An explosion this week at an Exxon Mobil Corp. refinery near Los Angeles is the latest in a spate of blazes to strike U.S. oil plants in the past few years. The refining sector is grappling with high risks, weak standards and lax regulatory oversight, labor and environmental groups claim, despite recent efforts by U.S. and California officials to clamp down on safety concerns.

“There are inherent hazards in a refinery, but the idea is to keep the risks [of accidents] as low as possible. We don’t think that’s happening sufficiently in the industry,” said Michael Wright, director of health, safety and environment for the United Steelworkers. The Pittsburgh-based union is leading the weeks-long refinery strike over safety and pay-related disputes.
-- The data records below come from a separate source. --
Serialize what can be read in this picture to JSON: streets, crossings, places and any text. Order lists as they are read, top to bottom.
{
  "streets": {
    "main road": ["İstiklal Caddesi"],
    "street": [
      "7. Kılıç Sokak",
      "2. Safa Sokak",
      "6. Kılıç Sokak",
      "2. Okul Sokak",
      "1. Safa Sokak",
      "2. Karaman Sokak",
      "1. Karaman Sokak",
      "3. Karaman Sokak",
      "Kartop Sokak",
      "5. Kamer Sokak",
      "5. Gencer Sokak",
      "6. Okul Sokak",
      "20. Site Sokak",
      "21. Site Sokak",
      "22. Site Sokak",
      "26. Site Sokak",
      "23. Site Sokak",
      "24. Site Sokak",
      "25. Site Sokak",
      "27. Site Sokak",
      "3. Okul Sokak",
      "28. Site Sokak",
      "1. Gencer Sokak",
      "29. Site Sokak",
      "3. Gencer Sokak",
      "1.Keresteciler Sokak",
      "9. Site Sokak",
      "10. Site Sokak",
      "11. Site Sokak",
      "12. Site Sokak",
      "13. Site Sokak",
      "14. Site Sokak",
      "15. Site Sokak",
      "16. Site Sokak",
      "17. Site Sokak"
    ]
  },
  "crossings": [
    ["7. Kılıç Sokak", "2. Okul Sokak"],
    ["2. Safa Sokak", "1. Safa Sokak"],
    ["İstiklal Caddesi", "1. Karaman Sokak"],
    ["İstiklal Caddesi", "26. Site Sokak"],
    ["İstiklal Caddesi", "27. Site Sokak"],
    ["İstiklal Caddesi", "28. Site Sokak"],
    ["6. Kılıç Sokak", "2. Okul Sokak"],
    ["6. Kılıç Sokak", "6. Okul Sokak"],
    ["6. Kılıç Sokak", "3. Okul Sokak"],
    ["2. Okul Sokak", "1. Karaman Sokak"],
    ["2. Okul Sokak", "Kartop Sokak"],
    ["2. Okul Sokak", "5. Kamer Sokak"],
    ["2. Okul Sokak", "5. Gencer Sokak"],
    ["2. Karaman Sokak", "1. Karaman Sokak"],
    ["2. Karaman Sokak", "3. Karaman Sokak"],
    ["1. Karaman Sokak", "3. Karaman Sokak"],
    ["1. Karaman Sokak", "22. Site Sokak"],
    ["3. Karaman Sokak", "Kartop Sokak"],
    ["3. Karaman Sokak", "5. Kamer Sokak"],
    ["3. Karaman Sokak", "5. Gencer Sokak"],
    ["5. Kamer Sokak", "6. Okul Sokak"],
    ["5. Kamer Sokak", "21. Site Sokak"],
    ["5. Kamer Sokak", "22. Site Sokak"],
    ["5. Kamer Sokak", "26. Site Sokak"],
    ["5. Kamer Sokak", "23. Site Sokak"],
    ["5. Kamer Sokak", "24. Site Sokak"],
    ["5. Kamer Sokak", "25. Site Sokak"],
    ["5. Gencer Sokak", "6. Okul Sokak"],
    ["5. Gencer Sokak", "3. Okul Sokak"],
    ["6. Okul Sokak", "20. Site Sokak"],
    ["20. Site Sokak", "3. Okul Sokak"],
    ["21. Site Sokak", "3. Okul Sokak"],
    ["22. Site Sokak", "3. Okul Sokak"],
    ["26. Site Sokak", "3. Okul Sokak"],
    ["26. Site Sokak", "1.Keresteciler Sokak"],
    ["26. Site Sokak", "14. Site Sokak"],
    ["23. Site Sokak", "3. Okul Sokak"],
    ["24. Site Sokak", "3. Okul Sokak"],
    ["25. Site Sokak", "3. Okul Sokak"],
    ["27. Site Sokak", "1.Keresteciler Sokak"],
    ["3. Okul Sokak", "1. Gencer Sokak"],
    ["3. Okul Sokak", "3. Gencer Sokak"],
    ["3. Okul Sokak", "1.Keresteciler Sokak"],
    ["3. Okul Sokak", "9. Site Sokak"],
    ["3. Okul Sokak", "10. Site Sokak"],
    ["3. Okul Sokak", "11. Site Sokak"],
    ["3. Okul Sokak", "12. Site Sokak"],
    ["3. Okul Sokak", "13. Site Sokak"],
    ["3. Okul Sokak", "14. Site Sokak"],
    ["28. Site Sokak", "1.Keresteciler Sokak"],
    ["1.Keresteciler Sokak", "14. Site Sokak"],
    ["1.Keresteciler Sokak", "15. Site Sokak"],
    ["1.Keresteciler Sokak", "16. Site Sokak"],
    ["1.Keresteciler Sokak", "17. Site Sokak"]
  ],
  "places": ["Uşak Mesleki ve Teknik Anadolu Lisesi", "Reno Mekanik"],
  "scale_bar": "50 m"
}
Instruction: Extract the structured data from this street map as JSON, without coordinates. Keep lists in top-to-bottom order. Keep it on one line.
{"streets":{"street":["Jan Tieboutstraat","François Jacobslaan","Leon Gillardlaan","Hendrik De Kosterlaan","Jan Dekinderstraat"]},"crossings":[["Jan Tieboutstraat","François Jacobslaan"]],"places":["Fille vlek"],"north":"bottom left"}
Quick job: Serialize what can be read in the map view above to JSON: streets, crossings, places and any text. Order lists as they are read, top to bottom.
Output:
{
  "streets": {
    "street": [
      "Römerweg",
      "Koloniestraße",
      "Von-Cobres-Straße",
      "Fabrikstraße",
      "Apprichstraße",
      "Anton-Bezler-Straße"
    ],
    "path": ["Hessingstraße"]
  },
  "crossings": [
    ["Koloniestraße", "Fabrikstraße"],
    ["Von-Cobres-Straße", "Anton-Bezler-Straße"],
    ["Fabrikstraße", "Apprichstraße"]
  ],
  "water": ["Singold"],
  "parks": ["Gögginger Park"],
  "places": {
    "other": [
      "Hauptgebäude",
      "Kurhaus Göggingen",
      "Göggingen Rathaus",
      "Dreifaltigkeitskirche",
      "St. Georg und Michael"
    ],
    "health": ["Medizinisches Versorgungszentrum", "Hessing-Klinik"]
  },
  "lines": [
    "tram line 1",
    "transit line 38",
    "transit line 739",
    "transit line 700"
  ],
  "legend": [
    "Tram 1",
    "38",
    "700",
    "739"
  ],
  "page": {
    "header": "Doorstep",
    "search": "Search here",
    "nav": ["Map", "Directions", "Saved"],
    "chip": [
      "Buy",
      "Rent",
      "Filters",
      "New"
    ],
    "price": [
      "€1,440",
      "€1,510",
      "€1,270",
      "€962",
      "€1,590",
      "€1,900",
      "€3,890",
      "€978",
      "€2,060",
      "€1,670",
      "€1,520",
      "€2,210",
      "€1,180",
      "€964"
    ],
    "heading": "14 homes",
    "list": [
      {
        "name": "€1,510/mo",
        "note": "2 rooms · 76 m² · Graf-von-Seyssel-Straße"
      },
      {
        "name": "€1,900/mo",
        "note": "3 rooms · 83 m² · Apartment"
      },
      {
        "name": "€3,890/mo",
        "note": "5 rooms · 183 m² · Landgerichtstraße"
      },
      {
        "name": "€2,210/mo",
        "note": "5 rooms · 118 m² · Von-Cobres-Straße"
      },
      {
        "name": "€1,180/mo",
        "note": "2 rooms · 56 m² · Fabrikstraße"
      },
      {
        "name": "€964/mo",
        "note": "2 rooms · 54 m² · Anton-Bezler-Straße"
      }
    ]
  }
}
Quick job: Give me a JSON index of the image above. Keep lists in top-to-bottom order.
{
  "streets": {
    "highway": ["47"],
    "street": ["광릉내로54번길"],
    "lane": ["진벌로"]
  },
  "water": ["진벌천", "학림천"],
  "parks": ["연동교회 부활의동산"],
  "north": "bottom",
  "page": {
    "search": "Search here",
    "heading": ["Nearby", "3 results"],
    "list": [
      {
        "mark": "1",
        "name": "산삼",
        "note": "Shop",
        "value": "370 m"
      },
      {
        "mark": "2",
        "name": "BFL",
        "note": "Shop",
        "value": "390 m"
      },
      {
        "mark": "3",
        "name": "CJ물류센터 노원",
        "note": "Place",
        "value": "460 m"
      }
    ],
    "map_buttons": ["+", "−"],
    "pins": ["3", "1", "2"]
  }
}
The Feb. 18 blast at Exxon’s refinery in Torrance shattered a section of the facility, rained down ash and rattled nearby homes with earthquake-like tremors. Four contract workers suffered minor injuries. The company said it is still investigating the cause of the accident, though initial reports suggest the problem might have started in an ultra-hot cracking unit, which turns crude oil into gasoline.

"The safety and health of our employees, contractors and neighbors remain our top priority," Todd Spitler, an Exxon spokesman, said in an emailed statement. “We are cooperating fully with the appropriate agencies to assess the impact and determine the cause of the incident. We learn from all incidents and will use information from this incident to reinforce our commitment to continued improvement.”

A full assessment of the Torrance explosion could be months away. But following separate refinery accidents, government reports suggested that fires, leaks and ruptures could have been avoided if regulators stepped in.

Take, for instance, the August 2012 blast at Chevron Corp (NYSE:CVX).’s refinery in Richmond, California, which caused respiratory problems in more than 15,000 people. The U.S. Chemical Safety Board, a federal advisory agency, found that before the accident, refinery workers had considered the plant’s mechanical integrity programs to be deficient. At the same time, workers reported that they felt pressured to stay quiet if they saw unsafe acts. Then, on Aug. 6, a pipe ruptured and released highly flammable fuel that quickly ignited.

The chemical board charged that city and county regulators “did not require the Chevron Richmond Refinery to take quality, constructive steps to improve these areas,” according to a report released last month. “Had steps been taken before the incident … the pipe rupture might have been prevented.”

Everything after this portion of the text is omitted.